Every line of the records that holds the word "rule" should be copied out.

Dataset records

>>>

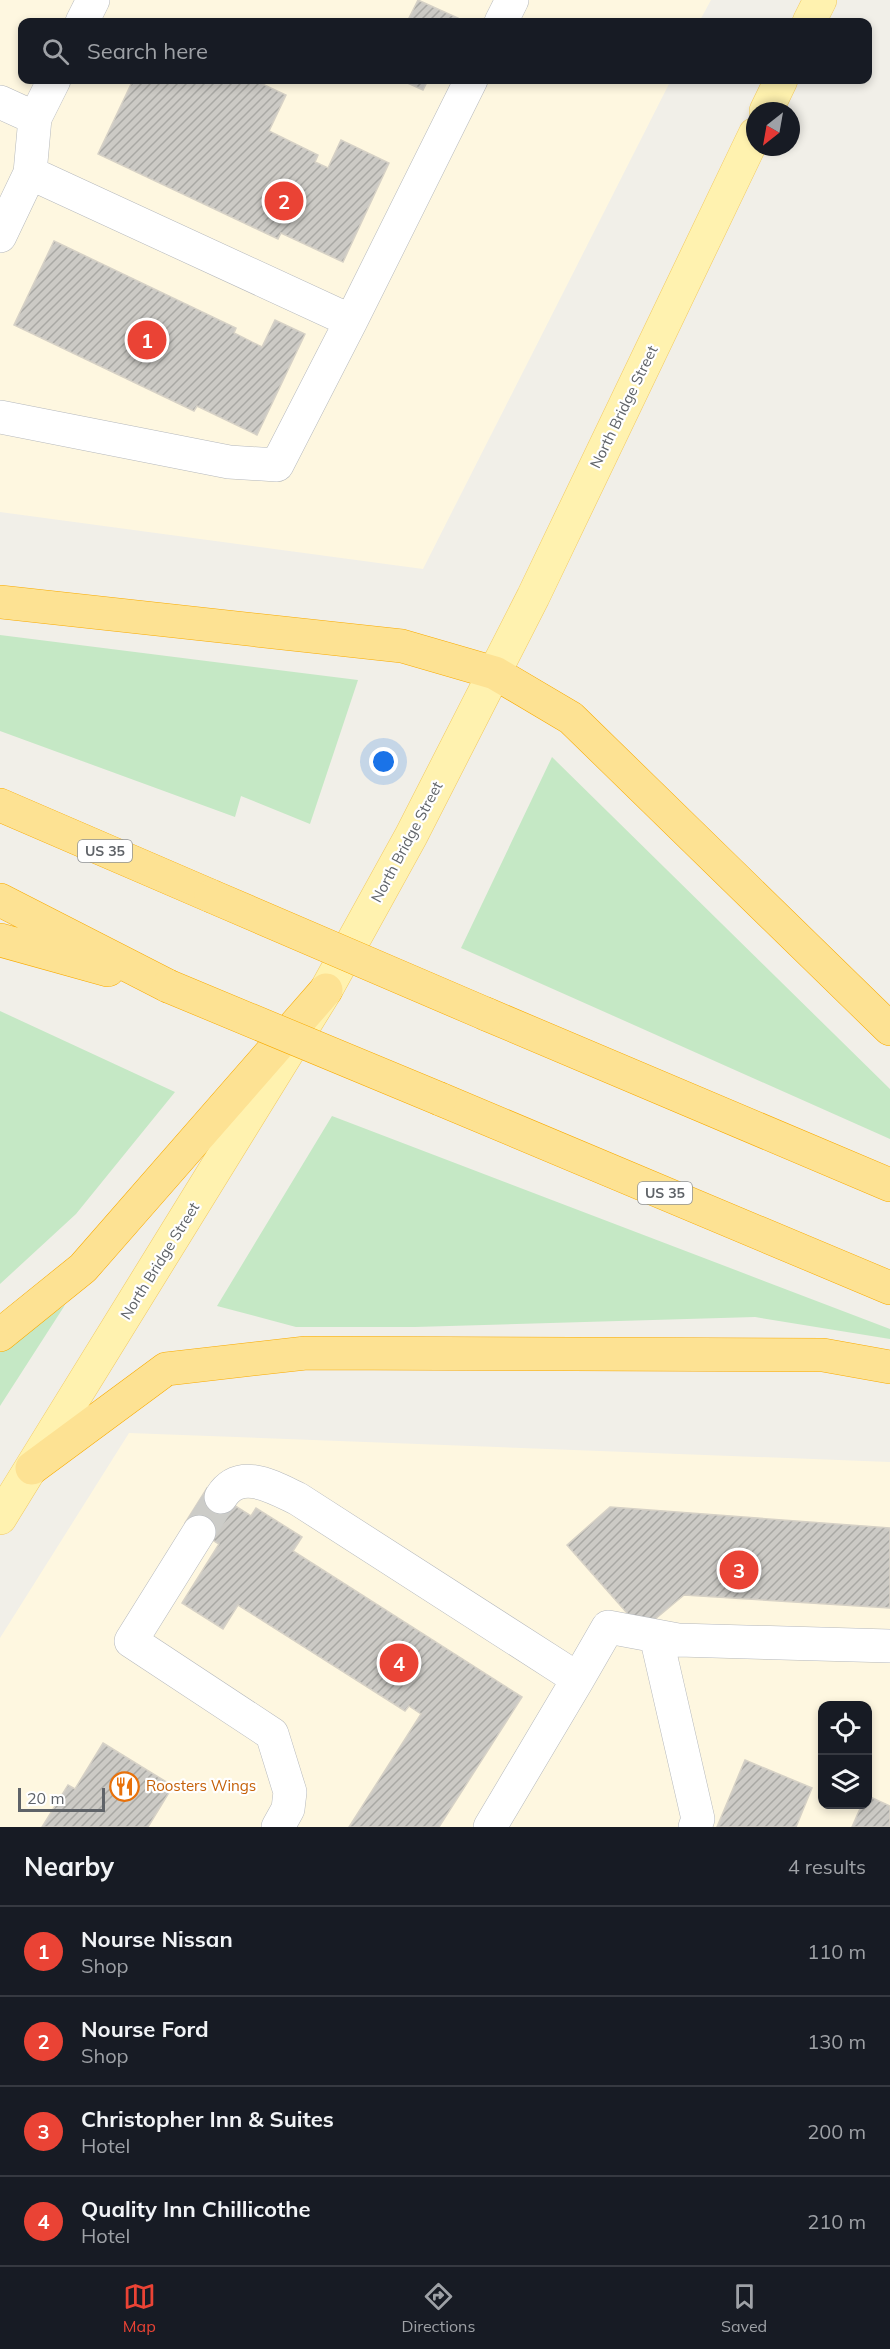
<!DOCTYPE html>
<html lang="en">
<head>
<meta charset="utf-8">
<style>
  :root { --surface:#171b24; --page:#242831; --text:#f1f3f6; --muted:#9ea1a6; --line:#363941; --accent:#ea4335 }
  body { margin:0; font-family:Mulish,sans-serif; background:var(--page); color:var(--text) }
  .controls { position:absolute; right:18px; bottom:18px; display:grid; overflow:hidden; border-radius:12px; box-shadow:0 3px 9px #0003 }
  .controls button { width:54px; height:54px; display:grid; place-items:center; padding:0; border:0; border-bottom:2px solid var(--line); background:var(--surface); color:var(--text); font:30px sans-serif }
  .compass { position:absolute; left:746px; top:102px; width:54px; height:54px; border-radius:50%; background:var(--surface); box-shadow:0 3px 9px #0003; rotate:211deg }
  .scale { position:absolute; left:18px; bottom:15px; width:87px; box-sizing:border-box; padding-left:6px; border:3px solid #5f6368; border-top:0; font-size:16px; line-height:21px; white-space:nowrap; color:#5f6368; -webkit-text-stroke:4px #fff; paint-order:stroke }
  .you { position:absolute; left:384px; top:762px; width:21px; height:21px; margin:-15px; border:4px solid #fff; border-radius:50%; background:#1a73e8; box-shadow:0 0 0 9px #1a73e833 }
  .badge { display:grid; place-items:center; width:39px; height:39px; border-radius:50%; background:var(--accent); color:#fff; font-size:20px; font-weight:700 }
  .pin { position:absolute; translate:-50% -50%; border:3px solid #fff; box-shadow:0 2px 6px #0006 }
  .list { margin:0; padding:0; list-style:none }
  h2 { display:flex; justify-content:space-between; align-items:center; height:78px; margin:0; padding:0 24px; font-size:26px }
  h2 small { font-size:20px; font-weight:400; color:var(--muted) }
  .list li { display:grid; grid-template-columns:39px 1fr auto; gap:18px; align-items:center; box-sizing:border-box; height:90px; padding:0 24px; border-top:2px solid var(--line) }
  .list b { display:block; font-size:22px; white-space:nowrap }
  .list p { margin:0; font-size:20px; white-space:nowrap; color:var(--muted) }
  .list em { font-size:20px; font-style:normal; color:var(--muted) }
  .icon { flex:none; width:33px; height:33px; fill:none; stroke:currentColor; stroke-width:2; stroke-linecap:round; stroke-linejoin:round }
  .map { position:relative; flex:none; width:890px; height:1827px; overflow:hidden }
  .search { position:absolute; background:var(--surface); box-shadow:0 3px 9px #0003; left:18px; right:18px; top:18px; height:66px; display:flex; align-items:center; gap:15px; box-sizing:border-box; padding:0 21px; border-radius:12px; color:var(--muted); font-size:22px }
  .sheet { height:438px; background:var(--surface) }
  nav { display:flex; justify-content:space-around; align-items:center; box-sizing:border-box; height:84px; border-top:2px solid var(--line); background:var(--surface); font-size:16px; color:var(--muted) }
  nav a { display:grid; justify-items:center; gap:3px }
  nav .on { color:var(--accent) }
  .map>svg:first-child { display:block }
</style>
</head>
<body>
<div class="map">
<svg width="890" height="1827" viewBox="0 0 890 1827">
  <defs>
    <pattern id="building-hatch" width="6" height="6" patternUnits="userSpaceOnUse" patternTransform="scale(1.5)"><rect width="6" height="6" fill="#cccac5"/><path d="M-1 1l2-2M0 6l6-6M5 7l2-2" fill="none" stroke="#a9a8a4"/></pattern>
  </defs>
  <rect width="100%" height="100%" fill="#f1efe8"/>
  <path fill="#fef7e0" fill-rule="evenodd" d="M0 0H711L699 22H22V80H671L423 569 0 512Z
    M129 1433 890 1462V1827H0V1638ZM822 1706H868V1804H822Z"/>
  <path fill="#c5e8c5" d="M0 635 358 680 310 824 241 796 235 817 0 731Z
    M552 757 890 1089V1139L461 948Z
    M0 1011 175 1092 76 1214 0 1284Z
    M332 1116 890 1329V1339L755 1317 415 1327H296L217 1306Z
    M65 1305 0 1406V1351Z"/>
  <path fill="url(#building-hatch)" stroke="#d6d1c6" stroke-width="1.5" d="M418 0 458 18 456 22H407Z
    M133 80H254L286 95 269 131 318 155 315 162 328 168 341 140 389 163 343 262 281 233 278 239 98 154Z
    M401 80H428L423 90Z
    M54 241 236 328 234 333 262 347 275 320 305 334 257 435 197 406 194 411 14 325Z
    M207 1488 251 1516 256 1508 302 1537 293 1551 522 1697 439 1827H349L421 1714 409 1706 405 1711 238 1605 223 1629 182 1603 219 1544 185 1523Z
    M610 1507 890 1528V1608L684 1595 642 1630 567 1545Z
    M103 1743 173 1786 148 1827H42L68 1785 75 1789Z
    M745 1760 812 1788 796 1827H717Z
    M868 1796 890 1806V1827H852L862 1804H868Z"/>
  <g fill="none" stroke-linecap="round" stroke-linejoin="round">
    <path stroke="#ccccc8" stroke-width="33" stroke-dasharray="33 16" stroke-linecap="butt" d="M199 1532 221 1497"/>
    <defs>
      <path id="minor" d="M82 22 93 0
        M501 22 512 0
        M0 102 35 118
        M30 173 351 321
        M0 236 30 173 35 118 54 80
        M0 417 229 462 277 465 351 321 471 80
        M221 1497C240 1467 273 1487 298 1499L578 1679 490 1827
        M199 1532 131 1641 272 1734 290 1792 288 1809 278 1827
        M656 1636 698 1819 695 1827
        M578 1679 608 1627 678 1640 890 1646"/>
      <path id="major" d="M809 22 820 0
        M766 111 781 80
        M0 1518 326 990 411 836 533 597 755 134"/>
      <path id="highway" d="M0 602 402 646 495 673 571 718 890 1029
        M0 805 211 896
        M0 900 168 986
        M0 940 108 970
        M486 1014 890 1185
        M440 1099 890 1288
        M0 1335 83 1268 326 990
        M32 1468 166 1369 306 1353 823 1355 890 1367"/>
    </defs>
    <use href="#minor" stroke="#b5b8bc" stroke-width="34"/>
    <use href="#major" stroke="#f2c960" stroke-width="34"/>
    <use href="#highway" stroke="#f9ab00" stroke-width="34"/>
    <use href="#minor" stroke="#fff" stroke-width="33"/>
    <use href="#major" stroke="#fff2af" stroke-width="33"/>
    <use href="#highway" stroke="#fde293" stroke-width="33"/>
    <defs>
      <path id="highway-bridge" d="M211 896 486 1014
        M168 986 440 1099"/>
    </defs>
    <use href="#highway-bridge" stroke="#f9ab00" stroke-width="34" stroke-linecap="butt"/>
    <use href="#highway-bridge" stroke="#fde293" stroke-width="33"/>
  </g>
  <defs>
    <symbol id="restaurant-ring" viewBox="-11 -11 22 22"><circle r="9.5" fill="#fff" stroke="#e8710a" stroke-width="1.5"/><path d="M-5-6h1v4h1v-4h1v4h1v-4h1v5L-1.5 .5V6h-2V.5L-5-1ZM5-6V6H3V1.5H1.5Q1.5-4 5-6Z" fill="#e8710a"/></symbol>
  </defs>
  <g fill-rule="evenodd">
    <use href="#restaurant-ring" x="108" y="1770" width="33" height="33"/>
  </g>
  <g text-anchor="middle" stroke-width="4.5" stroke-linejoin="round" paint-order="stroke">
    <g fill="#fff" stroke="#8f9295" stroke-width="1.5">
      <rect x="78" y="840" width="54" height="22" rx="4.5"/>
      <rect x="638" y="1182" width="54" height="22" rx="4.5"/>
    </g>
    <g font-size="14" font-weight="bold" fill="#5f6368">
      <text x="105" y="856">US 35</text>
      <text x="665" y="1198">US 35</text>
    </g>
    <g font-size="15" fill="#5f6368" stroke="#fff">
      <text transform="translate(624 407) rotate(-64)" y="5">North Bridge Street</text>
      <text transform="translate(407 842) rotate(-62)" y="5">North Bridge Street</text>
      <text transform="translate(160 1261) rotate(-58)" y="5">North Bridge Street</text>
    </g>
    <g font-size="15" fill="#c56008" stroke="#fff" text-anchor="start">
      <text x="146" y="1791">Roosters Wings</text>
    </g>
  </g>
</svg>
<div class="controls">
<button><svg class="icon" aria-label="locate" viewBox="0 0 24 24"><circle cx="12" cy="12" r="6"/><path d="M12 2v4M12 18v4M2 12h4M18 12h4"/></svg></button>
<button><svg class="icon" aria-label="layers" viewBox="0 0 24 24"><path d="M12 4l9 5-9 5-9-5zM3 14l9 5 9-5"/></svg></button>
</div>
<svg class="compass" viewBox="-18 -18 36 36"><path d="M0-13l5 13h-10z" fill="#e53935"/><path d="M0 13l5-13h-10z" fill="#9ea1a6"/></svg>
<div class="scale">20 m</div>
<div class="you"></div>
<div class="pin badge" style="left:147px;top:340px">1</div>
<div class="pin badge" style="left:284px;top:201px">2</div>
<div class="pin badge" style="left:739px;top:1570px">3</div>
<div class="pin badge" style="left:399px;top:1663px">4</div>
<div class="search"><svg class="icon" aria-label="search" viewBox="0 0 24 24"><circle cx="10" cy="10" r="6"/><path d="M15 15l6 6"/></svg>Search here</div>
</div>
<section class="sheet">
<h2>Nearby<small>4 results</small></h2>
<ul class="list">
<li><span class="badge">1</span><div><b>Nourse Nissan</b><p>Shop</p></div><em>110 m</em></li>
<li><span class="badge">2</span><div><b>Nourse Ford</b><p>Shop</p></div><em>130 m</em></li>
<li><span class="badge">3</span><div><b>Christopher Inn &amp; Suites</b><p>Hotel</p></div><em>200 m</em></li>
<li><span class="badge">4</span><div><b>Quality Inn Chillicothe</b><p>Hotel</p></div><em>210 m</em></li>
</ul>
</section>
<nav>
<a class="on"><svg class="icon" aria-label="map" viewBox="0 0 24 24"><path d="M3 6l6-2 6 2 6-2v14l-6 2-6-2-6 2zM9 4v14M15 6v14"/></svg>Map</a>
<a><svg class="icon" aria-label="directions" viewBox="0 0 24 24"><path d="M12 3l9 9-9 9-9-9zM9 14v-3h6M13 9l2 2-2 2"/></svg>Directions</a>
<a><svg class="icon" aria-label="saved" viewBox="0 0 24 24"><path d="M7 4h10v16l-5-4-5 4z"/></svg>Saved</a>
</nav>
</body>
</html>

<<<

#### [EXPECTED ANSWER]
  <path fill="#fef7e0" fill-rule="evenodd" d="M0 0H711L699 22H22V80H671L423 569 0 512Z
  <g fill-rule="evenodd">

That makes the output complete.